Kenapa senyum Lucky makin manis, apa karena keseringan makan kue brownies.
"Kamu udah makan siang belum?" Lucky mengalihkan pembicaraannya.
"Belum, Mas." Tri menjawab jujur.
"Ya sudah kita pesen makan. "
Lucky meraih ponselnya hendak order.
"Mau makan apa? Ini kamu pilih!" Lucky menyodorkan ponselnya. Di sana tertera sajian dari restoran ternama.
Padahal Tri ingin makan brownies kenapa malah mau diajak makan siang menu lain.

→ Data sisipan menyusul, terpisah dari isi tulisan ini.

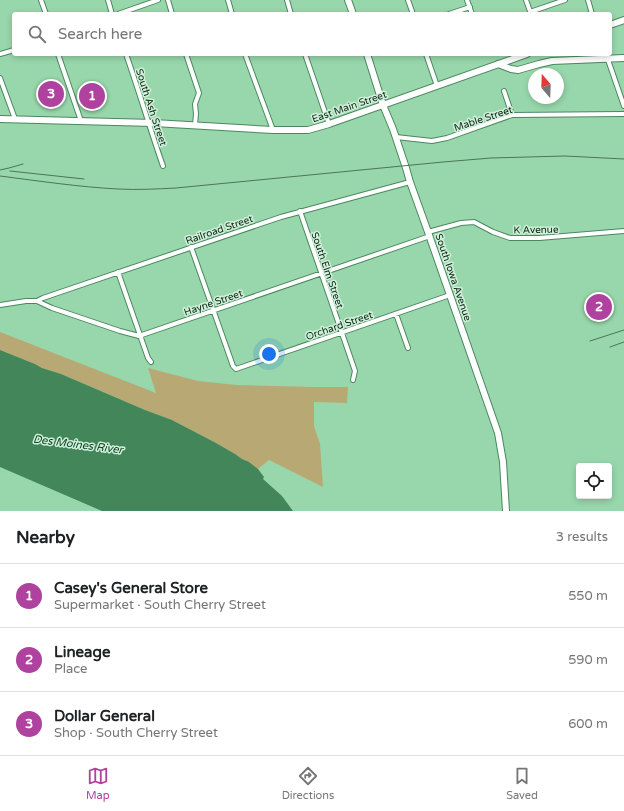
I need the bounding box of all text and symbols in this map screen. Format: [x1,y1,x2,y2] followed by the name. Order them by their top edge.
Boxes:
[12,12,612,56] search box
[26,23,48,45] icon: search
[58,25,142,43] text: Search here
[133,67,169,148] street label: South Ash Street
[528,68,564,104] north arrow
[38,79,64,109] pin: 3
[79,81,105,111] pin: 1
[310,88,388,125] street label: East Main Street
[452,104,514,134] street label: Mable Street
[184,213,255,247] street label: Railroad Street
[513,224,559,236] street label: K Avenue
[308,231,346,310] street label: South Elm Street
[432,232,474,323] street label: South Iowa Avenue
[182,287,244,319] street label: Hayne Street
[586,292,612,322] pin: 2
[304,309,375,343] street label: Orchard Street
[259,344,279,364] your location
[32,433,125,457] water label: Des Moines River
[576,463,612,499] map controls
[576,463,612,499] button: locate
[16,527,75,548] text: Nearby
[556,529,608,545] text: 3 results
[54,579,208,597] text: Casey's General Store
[25,588,33,604] text: 1
[568,588,608,604] text: 550 m
[54,597,266,613] text: Supermarket · South Cherry Street
[54,643,110,661] text: Lineage
[25,652,33,668] text: 2
[568,652,608,668] text: 590 m
[54,661,87,677] text: Place
[54,707,155,725] text: Dollar General
[25,716,33,732] text: 3
[568,716,608,732] text: 600 m
[54,725,218,741] text: Shop · South Cherry Street
[86,765,110,802] tab: Map
[282,765,334,802] tab: Directions
[506,765,538,802] tab: Saved

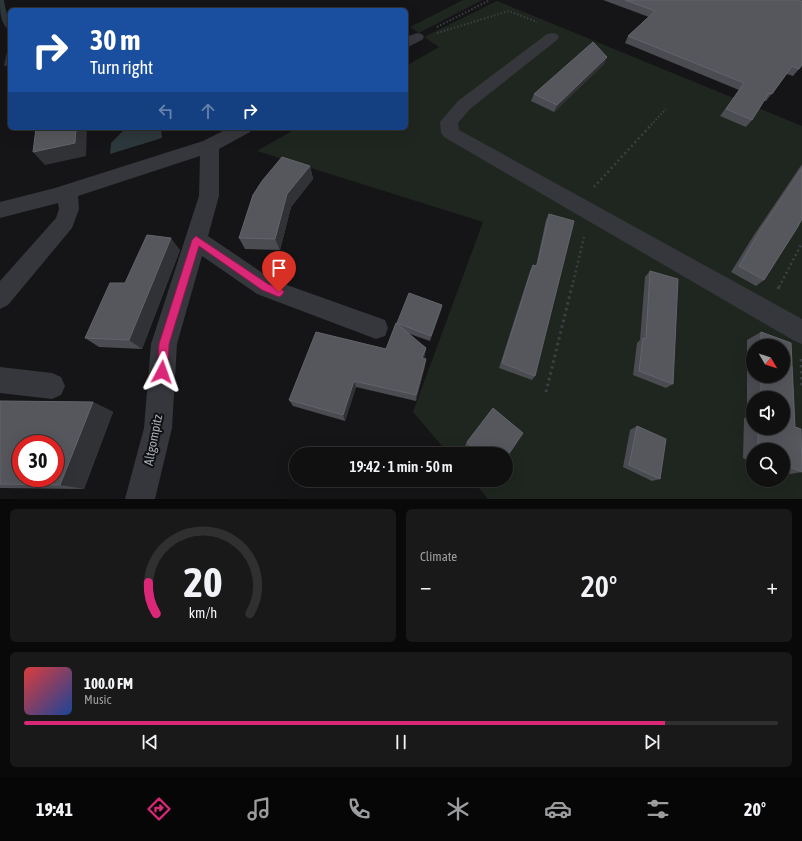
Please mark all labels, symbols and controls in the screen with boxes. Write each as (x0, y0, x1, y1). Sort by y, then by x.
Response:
icon: right (24, 24, 76, 76)
text: 30 m (90, 24, 140, 56)
text: Turn right (90, 57, 153, 78)
icon: left (155, 100, 177, 122)
icon: ahead (197, 100, 219, 122)
icon: right (239, 100, 261, 122)
pin (262, 251, 296, 292)
icon: arrive (268, 257, 290, 279)
north arrow (746, 339, 790, 383)
map controls (746, 339, 790, 487)
position arrow (141, 351, 183, 393)
button: sound (746, 391, 790, 435)
street label: Altgompitz (141, 413, 165, 467)
speed limit sign: 30 (12, 435, 64, 487)
button: search (746, 443, 790, 487)
text: 19:42 · 1 min · 50 m (349, 458, 453, 475)
text: Climate (420, 549, 457, 564)
text: 20 (183, 557, 223, 605)
text: 20° (581, 569, 617, 603)
text: − (420, 573, 431, 599)
text: + (767, 573, 778, 599)
text: km/h (189, 604, 217, 620)
text: 100.0 FM (84, 675, 133, 692)
text: Music (84, 692, 111, 707)
icon: previous (139, 731, 161, 753)
icon: pause (390, 731, 412, 753)
icon: next (641, 731, 663, 753)
icon: directions (145, 795, 173, 823)
icon: music (245, 795, 273, 823)
icon: phone (345, 795, 373, 823)
icon: climate (444, 795, 472, 823)
icon: car (544, 795, 572, 823)
icon: filters (644, 795, 672, 823)
text: 19:41 (36, 799, 73, 820)
text: 20° (744, 799, 766, 820)

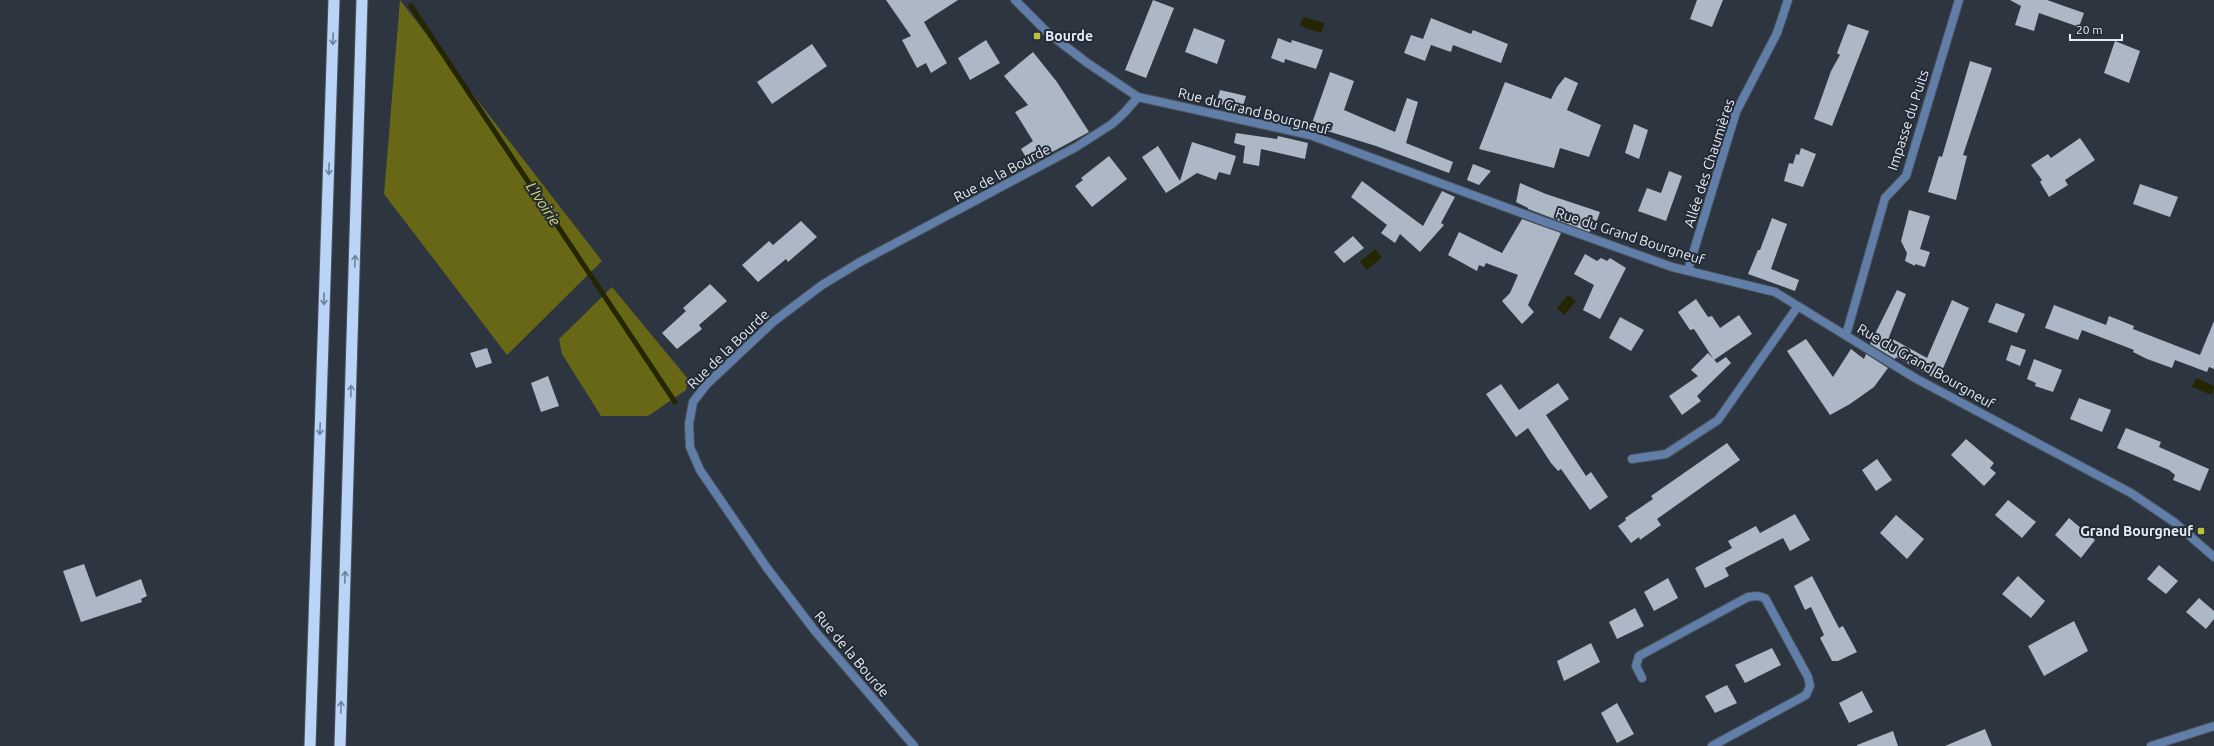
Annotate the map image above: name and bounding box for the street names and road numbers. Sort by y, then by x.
street label: Impasse du Puits [1884,68,1932,172]
street label: Rue du Grand Bourgneuf [1177,84,1332,138]
street label: Allée des Chaumières [1681,97,1737,229]
street label: Rue de la Bourde [951,141,1053,205]
street label: Rue du Grand Bourgneuf [1554,204,1707,268]
street label: Rue de la Bourde [684,306,772,392]
street label: Rue du Grand Bourgneuf [1855,320,1998,412]
street label: Rue de la Bourde [811,608,893,700]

"Mas, bukannya Mas mau ngasih brownies gratis kok malah diajak makan. Saya ke sini sengaja ngosongin perut buat makan brownies yang banyak sekalian icip yang rasa duren." Tri melayangkan protesnya. Sejak tadi ia menahan perutnya yang sudah keroncongan.
Lucky tak kuasa menahan tawanya. Tri begitu polos dan lucu.
"Jadi, kamu mau makan brownies?" Lucky tak menyangka tujuan Tri.
Tri mengangguk.
"Iya," jawabnya kesal.
"Tenang dong Tri, itu makanan penutup. Kamu juga boleh bawa banyak." Lagi-lagi Lucky tertawa.
"Kok ketawa sih Mas?" Tri pun merasa aneh dengan tingkah Lucky. Pria itu tampak judes dan menyebalkan di awal perkenalan mereka dan kini berubah menjadi sosok hangat yang menyenangkan.
"Beneran? Gratis kan?" Tri tampak ragu.
"Mau bayar juga boleh." Lucky terkekeh. Ia heran kenapa bisa langsung akrab dengan Tri, padahal mereka belum lama saling kenal.
Ia juga heran bisa tertarik dengan gadis aneh itu, selama ini ia hanya akrab dan dekat dengan wanita yang feminim dan modis. Tipe seperti Tri tak pernah ada dalam kehidupannya.